◆ What to work on ◆
Calculate how many lines in the following records hold the word "overflow", and report that number without comment.

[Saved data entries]
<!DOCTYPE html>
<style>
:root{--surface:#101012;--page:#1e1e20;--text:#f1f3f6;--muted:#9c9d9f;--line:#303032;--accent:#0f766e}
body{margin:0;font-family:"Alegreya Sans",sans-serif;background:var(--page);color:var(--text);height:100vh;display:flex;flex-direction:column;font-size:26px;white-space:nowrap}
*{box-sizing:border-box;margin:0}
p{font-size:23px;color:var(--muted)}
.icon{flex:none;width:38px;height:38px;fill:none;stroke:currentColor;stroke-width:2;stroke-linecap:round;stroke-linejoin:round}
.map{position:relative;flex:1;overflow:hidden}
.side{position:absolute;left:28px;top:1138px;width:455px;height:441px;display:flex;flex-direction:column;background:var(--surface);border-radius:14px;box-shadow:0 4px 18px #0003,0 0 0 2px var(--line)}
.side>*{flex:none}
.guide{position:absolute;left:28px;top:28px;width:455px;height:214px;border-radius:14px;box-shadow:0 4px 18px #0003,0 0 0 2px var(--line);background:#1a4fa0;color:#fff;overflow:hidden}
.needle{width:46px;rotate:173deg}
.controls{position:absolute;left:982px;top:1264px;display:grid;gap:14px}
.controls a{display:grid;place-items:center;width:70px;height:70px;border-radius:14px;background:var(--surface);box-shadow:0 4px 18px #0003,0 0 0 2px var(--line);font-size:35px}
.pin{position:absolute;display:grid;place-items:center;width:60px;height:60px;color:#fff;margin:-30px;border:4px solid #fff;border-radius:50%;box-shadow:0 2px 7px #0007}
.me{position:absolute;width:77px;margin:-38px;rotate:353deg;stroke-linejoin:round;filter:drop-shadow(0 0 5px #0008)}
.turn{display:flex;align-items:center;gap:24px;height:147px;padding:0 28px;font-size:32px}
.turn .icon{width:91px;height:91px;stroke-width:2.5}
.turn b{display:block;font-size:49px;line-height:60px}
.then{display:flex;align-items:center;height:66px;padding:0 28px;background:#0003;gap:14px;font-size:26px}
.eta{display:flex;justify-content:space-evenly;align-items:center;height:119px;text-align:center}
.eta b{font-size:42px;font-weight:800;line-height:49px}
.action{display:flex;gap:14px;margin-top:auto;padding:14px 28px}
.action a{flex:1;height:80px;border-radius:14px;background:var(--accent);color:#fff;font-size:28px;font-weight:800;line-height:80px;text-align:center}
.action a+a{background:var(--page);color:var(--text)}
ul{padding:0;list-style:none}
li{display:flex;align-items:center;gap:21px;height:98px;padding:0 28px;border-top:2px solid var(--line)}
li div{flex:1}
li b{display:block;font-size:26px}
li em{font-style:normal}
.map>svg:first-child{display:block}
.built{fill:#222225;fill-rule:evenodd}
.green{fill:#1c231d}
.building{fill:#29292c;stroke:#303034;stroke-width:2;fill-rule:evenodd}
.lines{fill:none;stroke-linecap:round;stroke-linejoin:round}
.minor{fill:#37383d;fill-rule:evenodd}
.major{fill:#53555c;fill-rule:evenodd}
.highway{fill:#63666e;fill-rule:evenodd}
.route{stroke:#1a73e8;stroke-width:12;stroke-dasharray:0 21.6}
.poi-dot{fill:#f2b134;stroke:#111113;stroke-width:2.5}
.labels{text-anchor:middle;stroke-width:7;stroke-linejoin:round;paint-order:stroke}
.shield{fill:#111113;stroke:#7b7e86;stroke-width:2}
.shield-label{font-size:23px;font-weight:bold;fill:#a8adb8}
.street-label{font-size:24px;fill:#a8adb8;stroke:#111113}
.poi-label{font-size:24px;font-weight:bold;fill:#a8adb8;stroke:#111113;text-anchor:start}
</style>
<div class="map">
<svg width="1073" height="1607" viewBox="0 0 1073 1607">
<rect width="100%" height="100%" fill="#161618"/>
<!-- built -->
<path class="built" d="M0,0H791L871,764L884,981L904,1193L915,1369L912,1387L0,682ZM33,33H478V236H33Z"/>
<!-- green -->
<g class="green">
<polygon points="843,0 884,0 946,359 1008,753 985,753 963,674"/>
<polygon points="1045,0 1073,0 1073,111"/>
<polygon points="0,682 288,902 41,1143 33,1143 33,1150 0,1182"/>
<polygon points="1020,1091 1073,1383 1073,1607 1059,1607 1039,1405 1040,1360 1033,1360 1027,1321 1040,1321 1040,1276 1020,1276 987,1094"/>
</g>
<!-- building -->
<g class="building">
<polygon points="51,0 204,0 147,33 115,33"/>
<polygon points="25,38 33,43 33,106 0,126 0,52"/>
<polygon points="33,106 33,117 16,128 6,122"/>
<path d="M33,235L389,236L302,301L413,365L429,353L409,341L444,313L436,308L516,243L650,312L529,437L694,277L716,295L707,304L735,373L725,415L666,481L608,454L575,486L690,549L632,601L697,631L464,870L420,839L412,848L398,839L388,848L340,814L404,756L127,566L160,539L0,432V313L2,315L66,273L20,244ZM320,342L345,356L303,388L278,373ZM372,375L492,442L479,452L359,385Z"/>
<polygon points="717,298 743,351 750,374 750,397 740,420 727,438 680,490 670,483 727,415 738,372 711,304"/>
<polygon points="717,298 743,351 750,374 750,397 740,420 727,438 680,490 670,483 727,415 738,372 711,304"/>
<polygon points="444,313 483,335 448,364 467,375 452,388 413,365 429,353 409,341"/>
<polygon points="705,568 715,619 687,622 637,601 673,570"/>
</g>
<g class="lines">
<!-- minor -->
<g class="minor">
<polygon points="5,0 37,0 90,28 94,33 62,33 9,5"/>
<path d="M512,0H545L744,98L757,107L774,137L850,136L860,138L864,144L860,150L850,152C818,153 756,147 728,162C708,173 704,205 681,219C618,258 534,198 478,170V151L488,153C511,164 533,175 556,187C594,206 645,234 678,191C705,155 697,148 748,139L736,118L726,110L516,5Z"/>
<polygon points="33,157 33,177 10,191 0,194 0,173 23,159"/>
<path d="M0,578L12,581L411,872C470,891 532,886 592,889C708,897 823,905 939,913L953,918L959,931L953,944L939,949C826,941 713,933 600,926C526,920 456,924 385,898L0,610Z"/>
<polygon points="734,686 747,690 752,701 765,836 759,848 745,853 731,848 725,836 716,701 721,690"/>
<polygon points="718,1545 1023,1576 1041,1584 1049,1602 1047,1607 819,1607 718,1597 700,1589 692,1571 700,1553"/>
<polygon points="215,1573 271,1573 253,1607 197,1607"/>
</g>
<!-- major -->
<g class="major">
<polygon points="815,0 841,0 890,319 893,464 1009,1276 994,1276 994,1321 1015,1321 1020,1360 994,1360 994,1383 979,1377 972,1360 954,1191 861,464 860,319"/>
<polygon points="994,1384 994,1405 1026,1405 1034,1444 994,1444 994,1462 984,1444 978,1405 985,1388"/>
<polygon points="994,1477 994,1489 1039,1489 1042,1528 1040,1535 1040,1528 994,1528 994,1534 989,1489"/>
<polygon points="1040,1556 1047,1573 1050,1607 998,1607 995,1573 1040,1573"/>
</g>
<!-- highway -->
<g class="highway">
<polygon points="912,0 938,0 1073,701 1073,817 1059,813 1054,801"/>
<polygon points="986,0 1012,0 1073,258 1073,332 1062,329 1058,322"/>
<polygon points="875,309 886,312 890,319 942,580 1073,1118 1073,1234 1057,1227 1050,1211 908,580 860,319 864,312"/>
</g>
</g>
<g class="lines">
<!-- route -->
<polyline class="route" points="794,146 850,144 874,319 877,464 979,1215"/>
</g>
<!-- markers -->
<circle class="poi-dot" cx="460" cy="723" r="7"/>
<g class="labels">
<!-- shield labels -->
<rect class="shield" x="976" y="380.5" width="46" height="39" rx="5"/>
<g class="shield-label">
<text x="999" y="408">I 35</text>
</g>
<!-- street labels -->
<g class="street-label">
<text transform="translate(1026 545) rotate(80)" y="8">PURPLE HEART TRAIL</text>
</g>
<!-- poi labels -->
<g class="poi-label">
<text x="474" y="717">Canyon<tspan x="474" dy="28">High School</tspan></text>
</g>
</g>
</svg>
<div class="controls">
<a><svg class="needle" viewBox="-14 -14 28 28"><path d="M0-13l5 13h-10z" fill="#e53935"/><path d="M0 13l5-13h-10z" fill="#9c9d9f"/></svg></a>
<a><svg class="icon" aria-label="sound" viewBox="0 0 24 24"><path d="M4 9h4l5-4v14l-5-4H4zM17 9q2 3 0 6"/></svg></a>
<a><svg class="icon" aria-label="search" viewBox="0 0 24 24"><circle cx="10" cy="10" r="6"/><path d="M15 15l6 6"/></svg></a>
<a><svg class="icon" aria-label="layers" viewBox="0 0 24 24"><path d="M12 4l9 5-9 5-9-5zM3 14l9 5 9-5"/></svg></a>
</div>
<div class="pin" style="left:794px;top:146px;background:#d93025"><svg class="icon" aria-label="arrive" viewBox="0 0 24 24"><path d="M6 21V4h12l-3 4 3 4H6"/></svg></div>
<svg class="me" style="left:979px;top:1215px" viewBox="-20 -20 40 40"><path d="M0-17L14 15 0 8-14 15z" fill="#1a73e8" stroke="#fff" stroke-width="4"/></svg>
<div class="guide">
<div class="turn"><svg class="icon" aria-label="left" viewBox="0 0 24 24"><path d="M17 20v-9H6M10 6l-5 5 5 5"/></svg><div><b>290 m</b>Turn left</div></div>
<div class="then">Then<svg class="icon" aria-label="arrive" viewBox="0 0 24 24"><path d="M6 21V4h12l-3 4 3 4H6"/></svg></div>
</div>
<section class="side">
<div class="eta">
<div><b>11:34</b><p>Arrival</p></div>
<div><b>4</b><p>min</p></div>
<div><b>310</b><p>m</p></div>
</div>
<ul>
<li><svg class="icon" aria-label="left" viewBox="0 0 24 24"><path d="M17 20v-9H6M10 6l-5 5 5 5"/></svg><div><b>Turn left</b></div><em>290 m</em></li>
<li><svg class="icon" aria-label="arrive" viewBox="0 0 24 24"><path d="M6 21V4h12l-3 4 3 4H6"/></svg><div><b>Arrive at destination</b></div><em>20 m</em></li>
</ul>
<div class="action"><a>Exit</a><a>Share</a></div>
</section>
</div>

◆ Solution to this problem ◆
2